> [The problem]:
Show every line below where "overflow" can be found.

*** Opening Supplied data ***

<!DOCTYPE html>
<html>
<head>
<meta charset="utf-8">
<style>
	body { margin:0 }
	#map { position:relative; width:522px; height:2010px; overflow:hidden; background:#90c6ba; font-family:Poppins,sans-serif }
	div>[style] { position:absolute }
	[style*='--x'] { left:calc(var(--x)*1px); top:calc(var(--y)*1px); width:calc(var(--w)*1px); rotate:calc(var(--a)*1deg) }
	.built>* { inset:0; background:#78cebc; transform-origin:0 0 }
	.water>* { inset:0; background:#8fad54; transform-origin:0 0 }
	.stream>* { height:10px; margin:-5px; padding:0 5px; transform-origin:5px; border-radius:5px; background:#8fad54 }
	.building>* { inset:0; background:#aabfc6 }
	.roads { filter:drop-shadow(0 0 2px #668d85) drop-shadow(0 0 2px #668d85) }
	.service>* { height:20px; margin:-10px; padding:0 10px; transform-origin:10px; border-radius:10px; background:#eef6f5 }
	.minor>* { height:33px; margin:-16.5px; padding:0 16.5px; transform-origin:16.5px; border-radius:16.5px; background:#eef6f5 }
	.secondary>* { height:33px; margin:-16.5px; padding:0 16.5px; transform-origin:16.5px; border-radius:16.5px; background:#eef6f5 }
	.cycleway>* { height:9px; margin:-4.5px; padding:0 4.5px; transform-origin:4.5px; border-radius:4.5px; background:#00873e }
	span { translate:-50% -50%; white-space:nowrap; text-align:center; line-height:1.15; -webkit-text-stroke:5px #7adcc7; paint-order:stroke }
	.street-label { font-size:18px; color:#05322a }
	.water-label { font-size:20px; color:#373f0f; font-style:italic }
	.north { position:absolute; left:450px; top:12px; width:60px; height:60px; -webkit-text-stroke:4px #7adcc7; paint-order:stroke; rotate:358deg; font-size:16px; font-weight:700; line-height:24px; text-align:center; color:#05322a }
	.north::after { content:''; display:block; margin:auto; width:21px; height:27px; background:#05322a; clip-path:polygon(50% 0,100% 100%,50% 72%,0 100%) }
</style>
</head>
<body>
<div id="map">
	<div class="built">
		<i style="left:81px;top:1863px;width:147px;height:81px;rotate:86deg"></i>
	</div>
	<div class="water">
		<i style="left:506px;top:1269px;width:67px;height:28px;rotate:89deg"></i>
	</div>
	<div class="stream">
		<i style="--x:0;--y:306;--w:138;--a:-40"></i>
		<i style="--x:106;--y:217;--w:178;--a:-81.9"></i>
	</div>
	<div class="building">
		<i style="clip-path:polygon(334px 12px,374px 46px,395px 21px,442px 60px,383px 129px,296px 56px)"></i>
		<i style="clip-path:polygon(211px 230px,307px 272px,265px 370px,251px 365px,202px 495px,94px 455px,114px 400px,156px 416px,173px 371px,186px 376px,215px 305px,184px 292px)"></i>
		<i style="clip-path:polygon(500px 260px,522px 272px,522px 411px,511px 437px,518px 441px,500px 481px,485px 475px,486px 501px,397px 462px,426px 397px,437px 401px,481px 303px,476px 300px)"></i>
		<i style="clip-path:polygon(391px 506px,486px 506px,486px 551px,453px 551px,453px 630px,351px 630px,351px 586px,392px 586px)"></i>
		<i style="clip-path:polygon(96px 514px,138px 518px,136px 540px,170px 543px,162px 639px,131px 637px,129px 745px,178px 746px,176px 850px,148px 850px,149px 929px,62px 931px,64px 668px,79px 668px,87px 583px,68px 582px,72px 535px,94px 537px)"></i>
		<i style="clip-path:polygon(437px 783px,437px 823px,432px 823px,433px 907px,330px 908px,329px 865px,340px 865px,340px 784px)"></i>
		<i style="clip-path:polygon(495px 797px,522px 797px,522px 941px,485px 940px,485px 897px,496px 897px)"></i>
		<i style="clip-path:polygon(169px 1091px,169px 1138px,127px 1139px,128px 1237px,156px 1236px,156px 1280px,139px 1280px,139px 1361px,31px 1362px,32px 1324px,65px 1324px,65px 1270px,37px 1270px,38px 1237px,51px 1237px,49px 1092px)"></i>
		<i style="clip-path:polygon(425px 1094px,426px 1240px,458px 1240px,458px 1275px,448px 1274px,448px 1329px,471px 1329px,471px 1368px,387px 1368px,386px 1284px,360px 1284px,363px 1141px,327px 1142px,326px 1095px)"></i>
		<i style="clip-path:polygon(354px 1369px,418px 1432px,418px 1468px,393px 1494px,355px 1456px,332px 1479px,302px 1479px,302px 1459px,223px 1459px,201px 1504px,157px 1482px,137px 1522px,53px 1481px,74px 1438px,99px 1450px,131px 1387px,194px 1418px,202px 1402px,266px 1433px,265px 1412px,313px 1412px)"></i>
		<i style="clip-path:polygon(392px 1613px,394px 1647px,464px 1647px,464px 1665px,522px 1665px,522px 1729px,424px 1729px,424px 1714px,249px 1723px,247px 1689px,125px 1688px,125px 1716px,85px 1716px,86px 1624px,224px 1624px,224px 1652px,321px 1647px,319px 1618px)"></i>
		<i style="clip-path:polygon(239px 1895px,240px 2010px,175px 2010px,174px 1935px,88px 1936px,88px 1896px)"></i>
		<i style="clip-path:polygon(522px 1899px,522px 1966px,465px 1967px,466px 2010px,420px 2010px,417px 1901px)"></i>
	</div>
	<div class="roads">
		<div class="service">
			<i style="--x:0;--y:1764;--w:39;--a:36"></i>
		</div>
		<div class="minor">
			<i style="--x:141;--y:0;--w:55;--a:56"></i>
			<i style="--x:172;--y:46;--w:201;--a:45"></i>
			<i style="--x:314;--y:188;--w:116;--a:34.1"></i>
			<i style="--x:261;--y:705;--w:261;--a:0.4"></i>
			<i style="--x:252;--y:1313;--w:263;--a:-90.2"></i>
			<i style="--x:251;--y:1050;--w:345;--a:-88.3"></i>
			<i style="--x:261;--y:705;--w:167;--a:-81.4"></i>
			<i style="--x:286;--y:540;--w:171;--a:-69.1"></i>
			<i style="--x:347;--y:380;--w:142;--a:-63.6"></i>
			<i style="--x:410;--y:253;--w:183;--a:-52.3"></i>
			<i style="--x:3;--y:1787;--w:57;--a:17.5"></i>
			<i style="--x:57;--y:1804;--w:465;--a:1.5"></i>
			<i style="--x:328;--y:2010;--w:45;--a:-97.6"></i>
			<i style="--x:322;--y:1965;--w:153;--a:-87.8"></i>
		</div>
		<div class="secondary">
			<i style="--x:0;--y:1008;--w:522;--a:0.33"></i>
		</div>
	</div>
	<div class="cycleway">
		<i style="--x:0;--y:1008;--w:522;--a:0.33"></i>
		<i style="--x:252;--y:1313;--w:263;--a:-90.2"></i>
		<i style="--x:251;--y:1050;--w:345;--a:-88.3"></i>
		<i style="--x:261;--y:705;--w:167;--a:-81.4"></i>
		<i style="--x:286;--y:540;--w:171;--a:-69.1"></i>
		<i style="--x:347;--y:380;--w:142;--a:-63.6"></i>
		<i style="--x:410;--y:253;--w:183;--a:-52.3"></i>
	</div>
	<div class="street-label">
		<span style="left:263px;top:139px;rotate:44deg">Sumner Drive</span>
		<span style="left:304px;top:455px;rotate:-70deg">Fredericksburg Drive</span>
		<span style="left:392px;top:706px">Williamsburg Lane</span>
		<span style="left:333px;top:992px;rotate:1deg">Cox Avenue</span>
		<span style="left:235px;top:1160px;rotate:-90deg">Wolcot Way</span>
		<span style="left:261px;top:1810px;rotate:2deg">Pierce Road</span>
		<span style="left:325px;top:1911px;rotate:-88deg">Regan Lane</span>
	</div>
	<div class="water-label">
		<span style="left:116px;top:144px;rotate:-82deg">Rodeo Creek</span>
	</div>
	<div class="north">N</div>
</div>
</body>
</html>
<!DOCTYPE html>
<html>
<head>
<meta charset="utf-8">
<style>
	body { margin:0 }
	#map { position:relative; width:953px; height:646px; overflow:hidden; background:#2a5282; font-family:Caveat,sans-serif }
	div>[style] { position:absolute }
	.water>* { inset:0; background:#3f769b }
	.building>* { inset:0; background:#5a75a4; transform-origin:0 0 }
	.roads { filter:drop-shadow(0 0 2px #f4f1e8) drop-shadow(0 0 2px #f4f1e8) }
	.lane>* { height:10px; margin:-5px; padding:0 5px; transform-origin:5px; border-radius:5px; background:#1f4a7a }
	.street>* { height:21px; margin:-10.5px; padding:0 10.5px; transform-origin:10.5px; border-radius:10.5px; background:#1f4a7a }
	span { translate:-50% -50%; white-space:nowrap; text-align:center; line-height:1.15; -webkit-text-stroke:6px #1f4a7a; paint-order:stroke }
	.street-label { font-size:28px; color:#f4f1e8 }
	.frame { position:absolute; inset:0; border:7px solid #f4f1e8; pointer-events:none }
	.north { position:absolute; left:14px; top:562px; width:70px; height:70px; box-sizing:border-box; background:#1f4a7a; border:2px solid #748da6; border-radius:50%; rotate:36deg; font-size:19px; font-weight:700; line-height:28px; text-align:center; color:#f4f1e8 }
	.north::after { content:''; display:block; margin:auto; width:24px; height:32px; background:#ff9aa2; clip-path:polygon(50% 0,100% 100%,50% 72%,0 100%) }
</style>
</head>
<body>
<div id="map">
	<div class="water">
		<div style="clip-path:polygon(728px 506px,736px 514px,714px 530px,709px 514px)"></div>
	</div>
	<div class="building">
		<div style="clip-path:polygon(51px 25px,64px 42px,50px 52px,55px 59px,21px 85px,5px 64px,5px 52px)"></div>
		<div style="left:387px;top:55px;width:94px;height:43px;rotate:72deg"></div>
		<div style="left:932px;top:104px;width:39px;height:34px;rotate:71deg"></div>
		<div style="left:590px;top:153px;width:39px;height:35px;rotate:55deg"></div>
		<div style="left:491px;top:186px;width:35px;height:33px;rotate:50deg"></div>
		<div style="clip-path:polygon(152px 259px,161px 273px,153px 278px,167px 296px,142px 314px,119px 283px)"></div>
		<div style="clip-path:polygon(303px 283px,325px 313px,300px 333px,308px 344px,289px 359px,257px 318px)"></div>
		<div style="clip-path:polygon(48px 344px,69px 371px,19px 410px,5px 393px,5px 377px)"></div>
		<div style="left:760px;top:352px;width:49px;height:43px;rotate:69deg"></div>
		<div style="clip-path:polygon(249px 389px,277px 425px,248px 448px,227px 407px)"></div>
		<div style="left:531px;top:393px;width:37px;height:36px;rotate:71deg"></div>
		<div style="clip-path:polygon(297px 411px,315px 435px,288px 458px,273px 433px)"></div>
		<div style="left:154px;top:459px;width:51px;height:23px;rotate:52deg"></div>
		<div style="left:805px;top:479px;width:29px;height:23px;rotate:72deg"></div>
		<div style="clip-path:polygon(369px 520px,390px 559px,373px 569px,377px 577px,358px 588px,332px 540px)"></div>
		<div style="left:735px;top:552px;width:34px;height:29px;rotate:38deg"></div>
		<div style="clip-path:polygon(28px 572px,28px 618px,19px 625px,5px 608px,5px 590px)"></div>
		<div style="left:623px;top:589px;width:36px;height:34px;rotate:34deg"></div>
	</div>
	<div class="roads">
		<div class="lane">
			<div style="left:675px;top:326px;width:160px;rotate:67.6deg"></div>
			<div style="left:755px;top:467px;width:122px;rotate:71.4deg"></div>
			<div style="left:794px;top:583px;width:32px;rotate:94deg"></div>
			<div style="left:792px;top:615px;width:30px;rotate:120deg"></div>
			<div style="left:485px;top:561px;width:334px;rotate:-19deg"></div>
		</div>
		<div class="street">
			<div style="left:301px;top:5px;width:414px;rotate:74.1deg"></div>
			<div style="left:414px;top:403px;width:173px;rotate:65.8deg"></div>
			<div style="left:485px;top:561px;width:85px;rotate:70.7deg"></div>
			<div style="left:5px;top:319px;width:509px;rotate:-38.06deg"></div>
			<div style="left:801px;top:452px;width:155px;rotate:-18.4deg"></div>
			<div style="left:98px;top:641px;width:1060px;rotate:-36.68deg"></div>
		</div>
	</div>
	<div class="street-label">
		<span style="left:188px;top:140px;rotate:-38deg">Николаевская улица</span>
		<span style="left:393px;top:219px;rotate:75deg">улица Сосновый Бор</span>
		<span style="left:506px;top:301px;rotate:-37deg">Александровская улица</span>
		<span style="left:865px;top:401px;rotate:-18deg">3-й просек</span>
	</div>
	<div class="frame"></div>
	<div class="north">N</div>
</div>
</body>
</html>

*** Closing Supplied data ***

> [Task solution]:
	#map { position:relative; width:522px; height:2010px; overflow:hidden; background:#90c6ba; font-family:Poppins,sans-serif }
	#map { position:relative; width:953px; height:646px; overflow:hidden; background:#2a5282; font-family:Caveat,sans-serif }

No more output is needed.